# [REQUIREMENT]
Your answer should be one number, the count of lines in the entries holding the word "Mission".
-- SUPPLIED MATERIAL follows --
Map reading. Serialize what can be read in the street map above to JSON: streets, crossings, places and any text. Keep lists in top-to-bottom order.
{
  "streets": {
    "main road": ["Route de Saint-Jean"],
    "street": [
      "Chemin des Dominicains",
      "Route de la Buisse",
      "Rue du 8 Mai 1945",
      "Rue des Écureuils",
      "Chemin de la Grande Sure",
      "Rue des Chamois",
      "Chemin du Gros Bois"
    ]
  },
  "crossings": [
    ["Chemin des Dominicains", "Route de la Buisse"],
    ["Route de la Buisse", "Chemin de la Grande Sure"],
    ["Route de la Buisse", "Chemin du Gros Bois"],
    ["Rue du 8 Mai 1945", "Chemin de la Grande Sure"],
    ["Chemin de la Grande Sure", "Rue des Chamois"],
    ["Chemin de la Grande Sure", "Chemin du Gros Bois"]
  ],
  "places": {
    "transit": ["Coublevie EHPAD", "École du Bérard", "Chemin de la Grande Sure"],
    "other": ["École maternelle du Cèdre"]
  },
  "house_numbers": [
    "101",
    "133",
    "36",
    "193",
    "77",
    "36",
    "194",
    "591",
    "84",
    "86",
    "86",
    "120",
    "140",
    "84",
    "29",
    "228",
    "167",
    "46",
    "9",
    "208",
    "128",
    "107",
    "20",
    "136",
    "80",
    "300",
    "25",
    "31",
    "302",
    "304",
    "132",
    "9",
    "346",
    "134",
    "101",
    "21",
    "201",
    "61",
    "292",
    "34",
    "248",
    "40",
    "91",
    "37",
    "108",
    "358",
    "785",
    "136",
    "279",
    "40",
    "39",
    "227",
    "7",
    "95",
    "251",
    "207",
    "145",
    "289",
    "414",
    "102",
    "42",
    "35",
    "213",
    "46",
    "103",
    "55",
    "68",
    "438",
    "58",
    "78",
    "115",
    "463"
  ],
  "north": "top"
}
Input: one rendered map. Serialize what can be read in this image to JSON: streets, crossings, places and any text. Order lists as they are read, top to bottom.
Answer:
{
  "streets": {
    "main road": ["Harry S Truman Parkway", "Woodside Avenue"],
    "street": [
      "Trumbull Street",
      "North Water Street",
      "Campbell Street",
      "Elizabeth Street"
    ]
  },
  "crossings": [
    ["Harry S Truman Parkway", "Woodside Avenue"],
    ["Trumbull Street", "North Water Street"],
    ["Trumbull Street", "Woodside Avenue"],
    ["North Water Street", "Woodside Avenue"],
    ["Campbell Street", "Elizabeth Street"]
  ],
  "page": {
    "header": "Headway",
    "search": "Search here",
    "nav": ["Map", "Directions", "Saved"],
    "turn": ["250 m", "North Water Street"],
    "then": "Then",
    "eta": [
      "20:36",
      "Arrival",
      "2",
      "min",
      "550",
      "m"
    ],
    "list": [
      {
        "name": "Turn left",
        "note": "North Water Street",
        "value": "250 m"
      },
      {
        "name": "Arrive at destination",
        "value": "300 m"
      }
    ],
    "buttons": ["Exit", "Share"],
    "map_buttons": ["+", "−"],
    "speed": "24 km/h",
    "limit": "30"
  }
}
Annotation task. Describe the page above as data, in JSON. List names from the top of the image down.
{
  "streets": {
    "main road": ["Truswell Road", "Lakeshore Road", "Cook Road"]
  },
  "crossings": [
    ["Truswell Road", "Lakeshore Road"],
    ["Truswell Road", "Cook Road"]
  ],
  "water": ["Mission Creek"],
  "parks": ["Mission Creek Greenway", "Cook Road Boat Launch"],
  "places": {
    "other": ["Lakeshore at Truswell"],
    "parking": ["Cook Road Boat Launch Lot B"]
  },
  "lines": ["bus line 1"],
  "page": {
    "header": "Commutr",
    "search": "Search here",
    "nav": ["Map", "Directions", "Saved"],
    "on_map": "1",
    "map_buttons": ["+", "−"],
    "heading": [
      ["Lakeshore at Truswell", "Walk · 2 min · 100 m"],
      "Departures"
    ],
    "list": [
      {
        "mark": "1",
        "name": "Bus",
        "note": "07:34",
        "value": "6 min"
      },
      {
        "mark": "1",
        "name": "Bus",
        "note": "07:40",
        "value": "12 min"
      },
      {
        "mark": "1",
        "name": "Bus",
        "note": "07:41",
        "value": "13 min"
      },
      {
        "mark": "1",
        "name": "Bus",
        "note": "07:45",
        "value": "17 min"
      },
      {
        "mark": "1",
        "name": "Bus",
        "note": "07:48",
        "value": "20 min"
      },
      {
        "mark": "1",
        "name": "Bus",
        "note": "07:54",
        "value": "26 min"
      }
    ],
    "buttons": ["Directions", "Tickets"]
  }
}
-- SUPPLIED MATERIAL concluded --
# [RESPONSE FOR THIS EXERCISE]
2